§ **Your assignment**
Extract each line holding the word "halo" from the entries.

Saved entries:
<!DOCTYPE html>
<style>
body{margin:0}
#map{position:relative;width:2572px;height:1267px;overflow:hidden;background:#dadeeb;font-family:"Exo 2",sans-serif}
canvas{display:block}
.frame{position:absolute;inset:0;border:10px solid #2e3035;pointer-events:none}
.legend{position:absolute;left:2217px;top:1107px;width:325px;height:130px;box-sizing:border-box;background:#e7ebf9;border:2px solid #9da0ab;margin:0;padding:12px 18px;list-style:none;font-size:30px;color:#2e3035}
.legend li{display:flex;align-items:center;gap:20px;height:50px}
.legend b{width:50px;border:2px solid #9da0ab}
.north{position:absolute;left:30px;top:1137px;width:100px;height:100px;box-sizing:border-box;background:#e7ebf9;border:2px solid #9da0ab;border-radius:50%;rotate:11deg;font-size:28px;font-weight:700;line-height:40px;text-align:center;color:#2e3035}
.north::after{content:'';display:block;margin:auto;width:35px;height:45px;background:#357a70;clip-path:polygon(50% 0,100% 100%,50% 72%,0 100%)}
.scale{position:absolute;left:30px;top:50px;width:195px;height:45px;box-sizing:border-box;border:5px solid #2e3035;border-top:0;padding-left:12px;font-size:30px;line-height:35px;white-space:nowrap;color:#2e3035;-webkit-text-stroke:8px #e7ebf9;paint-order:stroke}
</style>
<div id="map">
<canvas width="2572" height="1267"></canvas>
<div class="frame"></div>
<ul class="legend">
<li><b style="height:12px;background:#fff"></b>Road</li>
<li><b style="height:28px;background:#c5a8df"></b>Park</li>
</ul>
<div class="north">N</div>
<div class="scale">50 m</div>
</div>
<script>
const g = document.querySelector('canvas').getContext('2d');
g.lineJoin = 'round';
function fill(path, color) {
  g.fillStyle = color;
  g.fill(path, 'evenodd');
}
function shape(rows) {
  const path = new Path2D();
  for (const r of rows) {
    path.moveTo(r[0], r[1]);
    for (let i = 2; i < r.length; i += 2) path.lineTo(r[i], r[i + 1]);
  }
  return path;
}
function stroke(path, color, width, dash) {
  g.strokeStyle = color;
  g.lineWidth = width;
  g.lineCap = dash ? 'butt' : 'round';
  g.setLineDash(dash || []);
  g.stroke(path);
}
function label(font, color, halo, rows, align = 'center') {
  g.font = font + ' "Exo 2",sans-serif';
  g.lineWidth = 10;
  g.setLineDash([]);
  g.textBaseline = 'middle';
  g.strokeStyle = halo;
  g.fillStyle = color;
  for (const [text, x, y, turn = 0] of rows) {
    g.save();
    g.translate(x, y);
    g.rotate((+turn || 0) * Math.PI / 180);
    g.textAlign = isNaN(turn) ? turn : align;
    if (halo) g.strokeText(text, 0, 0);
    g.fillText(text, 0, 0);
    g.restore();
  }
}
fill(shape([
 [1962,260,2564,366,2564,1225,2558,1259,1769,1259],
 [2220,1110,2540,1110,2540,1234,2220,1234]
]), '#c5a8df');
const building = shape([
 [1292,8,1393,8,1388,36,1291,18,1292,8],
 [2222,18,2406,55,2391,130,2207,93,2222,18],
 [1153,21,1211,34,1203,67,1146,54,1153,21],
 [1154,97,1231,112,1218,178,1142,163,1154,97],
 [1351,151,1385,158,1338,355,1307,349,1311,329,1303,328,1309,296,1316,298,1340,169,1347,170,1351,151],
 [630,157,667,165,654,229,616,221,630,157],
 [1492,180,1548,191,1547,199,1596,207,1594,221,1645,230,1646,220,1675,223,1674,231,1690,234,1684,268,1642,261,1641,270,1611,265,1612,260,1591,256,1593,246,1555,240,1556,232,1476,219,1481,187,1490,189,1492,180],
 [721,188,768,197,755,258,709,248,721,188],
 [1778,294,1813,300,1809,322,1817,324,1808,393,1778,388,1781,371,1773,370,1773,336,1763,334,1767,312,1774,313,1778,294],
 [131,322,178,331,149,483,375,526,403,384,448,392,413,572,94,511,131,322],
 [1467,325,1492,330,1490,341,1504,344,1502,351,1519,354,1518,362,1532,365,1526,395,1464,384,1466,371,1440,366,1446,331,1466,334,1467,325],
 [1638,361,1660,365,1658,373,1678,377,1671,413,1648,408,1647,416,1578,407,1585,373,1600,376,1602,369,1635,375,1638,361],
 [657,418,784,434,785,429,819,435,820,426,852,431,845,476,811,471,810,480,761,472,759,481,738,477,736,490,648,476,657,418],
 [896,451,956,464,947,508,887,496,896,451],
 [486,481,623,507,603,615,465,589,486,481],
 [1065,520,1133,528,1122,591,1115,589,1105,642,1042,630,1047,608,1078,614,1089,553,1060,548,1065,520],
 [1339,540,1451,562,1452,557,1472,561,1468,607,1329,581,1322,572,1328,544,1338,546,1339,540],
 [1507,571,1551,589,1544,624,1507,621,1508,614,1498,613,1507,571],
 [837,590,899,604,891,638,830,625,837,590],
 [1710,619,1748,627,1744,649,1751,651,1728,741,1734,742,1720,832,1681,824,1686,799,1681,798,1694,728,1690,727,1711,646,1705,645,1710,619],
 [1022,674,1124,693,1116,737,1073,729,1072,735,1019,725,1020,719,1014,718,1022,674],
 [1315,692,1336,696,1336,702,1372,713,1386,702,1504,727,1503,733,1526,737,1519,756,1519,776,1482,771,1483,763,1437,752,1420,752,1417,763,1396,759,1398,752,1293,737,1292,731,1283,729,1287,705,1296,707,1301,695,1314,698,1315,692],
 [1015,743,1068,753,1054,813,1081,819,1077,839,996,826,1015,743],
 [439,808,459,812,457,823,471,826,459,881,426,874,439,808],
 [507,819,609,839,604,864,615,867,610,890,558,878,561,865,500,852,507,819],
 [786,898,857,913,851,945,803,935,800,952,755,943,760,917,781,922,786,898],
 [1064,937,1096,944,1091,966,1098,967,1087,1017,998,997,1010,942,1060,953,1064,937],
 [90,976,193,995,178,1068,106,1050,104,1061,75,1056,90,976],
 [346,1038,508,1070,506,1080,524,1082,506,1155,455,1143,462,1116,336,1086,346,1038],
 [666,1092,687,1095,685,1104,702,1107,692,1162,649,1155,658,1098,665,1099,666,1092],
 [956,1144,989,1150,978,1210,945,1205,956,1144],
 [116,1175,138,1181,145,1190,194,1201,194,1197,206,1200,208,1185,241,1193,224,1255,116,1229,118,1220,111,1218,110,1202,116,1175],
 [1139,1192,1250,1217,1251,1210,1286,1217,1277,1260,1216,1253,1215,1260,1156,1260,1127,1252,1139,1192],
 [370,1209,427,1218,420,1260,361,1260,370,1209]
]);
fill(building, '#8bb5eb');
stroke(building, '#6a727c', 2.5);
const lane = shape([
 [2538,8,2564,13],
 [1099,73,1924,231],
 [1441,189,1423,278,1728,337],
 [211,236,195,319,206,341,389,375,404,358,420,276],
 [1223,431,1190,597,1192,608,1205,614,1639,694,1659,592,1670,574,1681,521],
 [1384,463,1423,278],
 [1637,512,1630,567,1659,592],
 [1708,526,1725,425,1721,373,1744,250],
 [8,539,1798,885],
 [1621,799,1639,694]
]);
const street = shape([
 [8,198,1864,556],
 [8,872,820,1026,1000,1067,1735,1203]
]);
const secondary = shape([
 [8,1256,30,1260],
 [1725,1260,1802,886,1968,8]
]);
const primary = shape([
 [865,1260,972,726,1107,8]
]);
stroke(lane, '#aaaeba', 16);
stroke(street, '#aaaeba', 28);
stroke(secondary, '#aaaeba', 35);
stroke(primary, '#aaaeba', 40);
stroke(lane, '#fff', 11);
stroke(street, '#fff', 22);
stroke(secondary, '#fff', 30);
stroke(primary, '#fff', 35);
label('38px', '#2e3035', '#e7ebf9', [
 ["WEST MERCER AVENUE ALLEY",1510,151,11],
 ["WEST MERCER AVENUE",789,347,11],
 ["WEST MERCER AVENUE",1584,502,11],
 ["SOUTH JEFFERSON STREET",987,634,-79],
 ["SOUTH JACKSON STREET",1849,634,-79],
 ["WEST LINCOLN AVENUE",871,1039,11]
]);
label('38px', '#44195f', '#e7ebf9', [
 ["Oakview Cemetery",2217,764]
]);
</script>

§ **Written answer**
function label(font, color, halo, rows, align = 'center') {
  g.strokeStyle = halo;
    if (halo) g.strokeText(text, 0, 0);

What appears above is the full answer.